◆ Task goal: In the data below, which lines hold "compass"? Copy every one.

◆ Stored data entries:
[Start of Attachment]

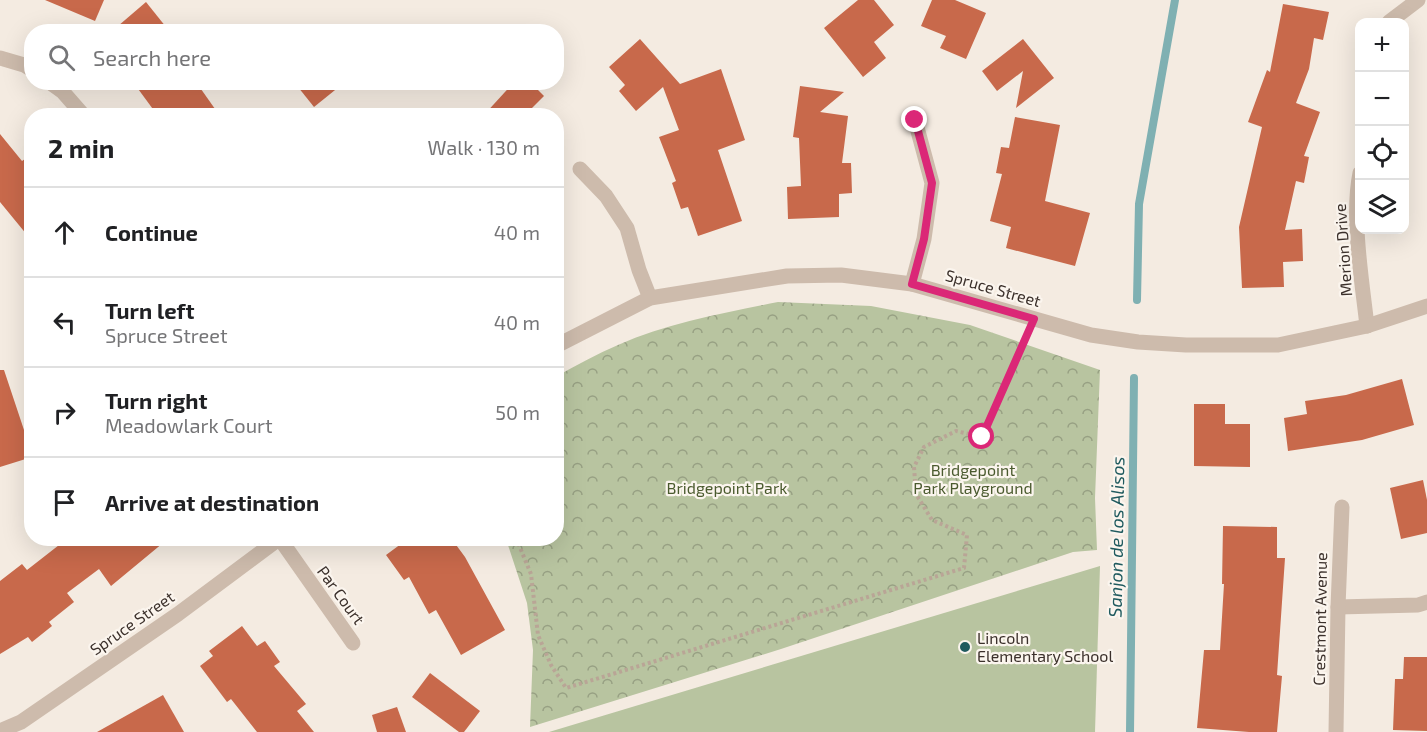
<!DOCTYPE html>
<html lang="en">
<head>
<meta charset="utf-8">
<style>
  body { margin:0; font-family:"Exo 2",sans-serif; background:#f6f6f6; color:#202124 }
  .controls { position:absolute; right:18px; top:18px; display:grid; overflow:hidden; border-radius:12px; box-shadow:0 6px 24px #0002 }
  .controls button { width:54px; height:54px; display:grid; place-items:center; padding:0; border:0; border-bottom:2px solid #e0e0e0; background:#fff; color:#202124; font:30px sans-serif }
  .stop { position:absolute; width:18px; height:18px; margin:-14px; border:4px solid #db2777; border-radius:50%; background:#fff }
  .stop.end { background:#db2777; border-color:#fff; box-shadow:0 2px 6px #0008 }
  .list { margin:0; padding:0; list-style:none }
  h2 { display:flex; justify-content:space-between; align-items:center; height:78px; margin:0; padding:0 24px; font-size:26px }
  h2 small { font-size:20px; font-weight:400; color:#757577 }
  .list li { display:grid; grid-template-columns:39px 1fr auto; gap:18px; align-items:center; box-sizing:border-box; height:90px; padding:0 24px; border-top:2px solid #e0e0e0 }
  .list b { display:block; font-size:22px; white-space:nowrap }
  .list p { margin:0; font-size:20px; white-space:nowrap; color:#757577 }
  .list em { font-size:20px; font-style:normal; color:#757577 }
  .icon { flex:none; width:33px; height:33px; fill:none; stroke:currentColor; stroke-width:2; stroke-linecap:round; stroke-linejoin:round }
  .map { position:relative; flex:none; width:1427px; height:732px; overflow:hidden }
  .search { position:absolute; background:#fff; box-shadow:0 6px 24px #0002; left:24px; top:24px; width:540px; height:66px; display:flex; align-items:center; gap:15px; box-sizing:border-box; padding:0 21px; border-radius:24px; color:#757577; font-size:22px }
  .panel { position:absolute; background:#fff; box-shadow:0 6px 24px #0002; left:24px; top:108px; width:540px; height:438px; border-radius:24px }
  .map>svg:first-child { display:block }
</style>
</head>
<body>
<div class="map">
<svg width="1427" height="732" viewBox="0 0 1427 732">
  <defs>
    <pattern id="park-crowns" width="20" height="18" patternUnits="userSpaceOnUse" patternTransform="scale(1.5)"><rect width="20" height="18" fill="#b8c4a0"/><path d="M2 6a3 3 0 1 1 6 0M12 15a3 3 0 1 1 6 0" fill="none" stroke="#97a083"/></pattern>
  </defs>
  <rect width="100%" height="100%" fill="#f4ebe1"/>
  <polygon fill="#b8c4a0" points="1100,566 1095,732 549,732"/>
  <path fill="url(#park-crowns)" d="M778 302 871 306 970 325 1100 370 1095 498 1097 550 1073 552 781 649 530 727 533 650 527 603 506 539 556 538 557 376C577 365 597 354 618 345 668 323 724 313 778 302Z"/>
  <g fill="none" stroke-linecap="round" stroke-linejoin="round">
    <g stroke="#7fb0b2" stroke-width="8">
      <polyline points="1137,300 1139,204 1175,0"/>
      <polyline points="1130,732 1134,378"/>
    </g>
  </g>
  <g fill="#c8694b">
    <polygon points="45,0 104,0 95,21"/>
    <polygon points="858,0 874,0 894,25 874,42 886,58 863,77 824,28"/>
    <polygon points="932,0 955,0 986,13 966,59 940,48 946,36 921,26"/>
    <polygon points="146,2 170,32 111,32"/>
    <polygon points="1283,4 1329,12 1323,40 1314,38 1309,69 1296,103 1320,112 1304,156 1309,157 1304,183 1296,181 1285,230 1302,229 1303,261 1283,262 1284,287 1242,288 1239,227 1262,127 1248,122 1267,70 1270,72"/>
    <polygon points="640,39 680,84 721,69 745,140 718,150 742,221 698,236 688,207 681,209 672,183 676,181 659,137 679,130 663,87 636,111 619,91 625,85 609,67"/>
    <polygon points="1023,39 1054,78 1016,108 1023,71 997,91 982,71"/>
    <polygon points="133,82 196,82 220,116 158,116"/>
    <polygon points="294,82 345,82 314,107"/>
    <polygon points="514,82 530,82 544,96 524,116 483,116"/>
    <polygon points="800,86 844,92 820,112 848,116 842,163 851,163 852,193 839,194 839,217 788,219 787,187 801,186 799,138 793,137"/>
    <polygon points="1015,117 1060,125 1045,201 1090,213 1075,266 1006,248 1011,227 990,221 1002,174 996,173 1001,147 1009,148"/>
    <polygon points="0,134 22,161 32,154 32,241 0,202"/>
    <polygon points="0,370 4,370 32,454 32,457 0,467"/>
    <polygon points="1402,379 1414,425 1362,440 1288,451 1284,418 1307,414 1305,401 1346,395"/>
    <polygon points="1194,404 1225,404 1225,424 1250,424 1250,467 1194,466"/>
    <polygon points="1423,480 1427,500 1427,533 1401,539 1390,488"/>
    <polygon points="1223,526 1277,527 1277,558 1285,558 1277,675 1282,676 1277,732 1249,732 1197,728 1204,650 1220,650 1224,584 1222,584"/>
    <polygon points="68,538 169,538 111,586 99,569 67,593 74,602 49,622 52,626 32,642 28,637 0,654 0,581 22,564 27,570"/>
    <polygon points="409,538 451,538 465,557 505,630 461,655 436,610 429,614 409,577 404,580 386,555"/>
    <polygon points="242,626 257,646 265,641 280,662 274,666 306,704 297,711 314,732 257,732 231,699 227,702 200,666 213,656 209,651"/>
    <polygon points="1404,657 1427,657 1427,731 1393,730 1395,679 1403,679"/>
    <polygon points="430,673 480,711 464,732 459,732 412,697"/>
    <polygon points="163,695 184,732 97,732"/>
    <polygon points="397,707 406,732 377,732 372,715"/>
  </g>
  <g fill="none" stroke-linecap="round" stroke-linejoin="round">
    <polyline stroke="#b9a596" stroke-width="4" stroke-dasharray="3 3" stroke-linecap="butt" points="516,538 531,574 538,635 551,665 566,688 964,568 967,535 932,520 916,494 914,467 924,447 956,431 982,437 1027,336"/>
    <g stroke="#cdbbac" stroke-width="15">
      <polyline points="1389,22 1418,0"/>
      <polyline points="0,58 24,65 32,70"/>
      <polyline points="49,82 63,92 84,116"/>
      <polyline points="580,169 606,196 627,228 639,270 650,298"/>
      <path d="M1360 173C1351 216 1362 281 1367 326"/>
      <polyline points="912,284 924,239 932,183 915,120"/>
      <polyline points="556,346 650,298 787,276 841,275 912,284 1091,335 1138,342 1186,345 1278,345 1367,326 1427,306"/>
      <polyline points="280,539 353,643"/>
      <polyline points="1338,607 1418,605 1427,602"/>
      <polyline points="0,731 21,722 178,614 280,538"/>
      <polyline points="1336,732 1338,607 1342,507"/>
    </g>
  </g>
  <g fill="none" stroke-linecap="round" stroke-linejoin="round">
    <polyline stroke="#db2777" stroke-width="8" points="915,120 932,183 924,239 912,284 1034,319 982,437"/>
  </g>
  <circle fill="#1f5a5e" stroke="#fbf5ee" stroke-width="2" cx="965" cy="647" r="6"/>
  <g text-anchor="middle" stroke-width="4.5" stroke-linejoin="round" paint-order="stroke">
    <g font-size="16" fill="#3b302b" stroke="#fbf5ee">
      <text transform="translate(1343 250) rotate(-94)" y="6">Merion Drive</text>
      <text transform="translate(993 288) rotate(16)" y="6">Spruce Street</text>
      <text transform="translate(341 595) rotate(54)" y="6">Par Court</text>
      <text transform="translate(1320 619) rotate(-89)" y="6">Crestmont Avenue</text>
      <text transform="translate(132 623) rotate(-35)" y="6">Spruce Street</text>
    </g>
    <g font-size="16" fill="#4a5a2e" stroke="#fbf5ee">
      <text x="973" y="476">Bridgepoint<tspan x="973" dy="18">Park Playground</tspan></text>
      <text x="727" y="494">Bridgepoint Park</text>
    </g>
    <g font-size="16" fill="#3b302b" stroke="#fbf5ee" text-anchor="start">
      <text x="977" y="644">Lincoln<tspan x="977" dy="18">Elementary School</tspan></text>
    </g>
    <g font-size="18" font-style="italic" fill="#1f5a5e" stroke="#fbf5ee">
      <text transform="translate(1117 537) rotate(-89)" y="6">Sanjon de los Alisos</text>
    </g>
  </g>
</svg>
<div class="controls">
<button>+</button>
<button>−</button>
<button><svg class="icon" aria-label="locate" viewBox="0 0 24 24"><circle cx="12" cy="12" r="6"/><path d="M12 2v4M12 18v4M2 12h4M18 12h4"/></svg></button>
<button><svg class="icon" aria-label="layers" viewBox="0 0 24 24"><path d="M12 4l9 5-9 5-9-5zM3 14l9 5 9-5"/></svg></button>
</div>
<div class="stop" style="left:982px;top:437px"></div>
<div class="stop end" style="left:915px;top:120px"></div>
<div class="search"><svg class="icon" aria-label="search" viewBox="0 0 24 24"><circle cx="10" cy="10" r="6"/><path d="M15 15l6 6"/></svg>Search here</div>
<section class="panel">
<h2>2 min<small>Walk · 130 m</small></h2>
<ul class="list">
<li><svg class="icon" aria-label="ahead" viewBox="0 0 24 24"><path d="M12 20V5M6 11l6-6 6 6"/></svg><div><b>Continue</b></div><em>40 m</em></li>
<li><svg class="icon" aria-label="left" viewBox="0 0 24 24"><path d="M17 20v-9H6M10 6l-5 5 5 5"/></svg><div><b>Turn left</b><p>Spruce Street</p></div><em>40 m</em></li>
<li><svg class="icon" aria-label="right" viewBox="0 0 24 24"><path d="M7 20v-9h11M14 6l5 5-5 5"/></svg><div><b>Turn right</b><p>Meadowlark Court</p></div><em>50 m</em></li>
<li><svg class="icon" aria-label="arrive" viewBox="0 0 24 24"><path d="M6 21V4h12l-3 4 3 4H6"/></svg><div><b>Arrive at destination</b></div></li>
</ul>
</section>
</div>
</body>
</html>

[End of Attachment]
[Start of Attachment]

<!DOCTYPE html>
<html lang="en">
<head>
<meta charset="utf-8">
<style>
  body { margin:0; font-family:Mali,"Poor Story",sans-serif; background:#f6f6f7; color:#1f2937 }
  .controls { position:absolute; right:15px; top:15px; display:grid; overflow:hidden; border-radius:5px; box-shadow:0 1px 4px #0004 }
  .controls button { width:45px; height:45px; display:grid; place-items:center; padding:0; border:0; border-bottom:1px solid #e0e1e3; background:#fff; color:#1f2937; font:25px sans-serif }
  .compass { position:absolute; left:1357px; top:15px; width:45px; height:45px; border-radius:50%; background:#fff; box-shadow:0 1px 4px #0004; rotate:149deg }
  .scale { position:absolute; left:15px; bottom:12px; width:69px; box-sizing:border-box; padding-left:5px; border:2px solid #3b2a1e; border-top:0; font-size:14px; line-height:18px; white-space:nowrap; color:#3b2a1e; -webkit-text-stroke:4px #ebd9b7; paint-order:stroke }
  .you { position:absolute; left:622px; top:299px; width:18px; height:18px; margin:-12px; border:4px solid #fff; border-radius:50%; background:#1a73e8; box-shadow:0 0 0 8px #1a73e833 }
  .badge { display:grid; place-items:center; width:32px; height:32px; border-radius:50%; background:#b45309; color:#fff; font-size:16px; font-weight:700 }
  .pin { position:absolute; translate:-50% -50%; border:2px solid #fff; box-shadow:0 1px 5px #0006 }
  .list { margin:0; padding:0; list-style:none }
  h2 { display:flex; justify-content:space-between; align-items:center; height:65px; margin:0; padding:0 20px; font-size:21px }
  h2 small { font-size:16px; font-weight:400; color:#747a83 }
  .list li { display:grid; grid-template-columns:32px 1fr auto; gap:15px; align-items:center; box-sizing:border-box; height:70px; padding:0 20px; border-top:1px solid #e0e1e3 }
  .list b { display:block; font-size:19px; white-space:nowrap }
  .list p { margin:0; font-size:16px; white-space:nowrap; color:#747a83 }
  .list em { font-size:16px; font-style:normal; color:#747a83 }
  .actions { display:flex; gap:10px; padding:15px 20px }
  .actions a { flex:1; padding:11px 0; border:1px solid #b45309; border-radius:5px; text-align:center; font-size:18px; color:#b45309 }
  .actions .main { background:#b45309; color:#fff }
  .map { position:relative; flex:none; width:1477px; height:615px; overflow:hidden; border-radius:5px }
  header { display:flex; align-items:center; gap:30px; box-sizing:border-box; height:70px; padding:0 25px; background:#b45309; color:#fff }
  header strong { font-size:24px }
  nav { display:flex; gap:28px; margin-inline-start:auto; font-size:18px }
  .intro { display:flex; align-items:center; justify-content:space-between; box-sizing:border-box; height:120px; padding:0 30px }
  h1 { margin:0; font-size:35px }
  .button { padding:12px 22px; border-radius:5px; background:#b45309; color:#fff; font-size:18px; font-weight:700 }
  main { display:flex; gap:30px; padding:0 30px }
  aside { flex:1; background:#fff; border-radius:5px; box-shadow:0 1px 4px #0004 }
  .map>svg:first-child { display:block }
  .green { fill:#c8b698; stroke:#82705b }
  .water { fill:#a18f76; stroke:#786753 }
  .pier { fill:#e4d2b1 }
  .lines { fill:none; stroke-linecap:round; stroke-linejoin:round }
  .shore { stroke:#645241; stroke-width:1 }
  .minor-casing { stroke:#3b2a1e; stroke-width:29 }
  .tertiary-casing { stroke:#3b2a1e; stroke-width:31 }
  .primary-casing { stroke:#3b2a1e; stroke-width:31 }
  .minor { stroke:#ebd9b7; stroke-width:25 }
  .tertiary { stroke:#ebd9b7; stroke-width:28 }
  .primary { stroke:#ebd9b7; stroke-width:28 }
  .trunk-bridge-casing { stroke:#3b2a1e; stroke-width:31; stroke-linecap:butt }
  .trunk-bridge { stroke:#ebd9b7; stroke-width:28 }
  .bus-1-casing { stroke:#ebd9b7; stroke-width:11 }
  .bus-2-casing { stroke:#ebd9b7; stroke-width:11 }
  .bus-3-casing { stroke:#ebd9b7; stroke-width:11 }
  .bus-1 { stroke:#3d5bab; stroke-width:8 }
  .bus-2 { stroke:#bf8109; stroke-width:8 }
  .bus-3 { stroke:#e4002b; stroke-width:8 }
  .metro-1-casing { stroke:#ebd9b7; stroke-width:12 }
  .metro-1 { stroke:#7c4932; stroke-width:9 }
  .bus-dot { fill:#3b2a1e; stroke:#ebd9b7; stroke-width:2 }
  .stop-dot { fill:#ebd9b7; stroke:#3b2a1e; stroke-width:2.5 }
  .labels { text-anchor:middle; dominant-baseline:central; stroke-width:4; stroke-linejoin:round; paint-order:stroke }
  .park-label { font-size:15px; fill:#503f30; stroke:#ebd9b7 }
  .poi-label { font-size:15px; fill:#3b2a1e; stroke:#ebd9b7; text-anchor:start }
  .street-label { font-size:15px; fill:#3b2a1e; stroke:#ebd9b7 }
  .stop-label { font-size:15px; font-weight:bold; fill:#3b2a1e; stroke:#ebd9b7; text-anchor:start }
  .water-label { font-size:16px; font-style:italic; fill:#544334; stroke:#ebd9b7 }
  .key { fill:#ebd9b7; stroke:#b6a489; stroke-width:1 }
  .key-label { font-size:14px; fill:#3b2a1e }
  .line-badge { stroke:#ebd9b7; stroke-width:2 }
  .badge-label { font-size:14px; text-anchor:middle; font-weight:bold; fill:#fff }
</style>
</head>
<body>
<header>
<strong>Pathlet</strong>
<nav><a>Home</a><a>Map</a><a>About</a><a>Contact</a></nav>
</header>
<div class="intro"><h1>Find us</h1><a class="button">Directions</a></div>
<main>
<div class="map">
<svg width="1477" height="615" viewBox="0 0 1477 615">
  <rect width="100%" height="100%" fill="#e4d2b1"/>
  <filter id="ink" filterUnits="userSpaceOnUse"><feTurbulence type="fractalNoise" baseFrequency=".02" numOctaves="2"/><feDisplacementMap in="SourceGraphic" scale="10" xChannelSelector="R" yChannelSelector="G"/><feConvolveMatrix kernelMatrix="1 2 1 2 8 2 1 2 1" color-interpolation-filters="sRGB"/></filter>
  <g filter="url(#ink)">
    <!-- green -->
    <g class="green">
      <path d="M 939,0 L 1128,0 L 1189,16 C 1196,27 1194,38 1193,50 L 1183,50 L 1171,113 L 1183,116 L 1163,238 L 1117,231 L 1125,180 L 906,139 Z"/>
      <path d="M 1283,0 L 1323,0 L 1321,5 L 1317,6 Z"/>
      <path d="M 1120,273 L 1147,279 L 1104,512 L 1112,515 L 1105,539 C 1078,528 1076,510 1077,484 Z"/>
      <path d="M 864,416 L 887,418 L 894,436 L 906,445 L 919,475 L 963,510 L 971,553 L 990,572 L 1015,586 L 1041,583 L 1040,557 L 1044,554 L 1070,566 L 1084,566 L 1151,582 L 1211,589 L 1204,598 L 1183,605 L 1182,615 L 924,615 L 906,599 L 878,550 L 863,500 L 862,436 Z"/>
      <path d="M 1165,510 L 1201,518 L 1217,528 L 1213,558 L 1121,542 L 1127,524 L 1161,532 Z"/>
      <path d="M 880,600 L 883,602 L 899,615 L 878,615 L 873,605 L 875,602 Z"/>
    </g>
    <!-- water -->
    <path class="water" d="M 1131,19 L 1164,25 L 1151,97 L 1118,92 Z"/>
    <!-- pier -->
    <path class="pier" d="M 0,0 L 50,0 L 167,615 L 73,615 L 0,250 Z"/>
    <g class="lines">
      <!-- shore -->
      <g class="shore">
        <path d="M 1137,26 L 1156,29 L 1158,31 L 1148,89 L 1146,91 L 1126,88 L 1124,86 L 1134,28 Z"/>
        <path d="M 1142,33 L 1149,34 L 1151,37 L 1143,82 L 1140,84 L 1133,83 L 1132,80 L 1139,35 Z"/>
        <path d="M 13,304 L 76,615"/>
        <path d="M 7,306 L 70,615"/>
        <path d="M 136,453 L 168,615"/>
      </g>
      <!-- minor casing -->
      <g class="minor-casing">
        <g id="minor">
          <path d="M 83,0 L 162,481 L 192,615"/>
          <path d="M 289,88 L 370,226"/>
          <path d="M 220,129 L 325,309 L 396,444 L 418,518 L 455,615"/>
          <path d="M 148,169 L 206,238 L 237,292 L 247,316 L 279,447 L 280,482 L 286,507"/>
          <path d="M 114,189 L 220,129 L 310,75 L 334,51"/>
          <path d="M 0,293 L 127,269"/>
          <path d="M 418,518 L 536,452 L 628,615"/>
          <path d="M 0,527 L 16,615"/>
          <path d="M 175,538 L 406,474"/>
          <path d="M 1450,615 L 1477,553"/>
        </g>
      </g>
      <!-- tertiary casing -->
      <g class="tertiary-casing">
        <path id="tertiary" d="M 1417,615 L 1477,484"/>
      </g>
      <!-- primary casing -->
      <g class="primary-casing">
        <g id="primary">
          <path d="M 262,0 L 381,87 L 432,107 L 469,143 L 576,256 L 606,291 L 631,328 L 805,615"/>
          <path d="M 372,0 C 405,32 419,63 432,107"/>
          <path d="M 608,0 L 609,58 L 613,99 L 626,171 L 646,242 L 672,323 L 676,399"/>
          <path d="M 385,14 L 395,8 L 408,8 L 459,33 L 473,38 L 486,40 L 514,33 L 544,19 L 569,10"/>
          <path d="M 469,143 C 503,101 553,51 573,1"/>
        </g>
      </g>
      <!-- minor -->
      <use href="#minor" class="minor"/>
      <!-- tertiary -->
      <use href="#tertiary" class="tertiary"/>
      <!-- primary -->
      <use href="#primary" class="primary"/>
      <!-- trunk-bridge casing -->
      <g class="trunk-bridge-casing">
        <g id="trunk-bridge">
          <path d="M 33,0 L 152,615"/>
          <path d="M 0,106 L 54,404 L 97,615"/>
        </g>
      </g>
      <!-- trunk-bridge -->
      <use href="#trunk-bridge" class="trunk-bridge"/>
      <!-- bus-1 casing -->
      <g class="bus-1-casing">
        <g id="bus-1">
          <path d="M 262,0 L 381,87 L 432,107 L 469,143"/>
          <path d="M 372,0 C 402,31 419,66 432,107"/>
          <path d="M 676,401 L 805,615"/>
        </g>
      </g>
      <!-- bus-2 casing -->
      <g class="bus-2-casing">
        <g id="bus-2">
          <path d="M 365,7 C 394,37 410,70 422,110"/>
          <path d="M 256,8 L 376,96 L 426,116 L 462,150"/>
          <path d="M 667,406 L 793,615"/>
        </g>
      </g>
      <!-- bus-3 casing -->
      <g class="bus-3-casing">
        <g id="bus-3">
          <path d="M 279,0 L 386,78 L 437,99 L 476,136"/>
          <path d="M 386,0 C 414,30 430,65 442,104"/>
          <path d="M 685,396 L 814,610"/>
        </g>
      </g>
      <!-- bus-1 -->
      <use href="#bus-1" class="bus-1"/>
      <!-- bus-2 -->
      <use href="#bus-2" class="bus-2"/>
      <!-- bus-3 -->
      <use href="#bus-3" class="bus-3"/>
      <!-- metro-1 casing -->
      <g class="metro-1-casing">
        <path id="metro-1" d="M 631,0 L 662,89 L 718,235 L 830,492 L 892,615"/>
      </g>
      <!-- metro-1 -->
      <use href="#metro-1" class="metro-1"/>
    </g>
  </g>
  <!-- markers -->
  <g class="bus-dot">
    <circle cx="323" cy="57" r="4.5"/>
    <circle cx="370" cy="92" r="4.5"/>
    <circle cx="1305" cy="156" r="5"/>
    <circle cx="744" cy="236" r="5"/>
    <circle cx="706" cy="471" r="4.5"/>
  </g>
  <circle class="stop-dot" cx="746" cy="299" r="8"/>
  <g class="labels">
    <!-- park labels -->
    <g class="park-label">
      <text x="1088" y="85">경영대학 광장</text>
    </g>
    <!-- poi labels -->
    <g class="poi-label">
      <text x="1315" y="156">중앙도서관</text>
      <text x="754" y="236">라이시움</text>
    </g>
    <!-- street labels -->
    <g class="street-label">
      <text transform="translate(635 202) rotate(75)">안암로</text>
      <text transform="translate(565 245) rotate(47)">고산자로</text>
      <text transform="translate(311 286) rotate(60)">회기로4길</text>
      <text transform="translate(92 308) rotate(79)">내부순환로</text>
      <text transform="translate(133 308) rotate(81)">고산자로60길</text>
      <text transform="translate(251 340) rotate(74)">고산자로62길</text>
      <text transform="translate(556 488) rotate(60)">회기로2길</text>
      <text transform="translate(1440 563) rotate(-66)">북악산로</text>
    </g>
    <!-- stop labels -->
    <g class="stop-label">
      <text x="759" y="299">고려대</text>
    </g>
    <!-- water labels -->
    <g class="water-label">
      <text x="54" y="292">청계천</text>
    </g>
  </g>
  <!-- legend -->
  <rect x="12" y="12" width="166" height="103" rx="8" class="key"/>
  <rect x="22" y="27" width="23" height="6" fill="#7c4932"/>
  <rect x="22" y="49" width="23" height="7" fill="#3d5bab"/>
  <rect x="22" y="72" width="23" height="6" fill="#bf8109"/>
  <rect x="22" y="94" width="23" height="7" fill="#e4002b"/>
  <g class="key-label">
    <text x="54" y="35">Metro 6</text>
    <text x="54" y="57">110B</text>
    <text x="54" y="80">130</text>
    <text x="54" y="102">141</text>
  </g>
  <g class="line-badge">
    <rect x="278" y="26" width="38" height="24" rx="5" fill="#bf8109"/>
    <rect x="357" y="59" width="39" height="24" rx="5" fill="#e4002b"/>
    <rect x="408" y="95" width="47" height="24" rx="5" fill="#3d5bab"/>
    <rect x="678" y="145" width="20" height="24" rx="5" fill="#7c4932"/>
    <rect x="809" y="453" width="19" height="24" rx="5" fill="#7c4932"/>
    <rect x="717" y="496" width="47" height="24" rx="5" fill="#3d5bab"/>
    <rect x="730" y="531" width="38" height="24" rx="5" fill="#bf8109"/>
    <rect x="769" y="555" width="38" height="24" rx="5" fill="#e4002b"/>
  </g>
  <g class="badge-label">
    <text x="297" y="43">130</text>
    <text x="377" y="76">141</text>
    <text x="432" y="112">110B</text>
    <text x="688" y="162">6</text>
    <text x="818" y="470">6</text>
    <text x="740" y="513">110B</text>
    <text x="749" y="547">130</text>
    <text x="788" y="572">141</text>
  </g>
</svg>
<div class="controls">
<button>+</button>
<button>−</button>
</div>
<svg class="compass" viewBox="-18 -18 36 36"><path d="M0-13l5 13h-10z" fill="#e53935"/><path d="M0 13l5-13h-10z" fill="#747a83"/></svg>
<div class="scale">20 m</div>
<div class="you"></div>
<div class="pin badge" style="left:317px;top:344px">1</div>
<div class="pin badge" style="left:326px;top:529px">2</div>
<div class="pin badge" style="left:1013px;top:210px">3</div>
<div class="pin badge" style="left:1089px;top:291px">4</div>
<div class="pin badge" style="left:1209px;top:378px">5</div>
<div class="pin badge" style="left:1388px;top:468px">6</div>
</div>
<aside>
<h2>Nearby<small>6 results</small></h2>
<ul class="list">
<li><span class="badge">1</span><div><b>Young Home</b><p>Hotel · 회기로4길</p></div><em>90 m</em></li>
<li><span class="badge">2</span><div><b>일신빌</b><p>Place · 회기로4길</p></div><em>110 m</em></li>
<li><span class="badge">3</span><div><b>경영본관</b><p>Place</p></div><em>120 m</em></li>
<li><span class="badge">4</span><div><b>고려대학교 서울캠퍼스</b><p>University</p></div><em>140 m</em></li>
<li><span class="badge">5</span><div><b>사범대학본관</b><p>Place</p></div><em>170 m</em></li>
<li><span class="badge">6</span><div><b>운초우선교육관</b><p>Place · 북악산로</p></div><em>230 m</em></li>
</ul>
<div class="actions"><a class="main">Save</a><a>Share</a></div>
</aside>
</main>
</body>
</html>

[End of Attachment]

◆ Task result:
  .compass { position:absolute; left:1357px; top:15px; width:45px; height:45px; border-radius:50%; background:#fff; box-shadow:0 1px 4px #0004; rotate:149deg }
<svg class="compass" viewBox="-18 -18 36 36"><path d="M0-13l5 13h-10z" fill="#e53935"/><path d="M0 13l5-13h-10z" fill="#747a83"/></svg>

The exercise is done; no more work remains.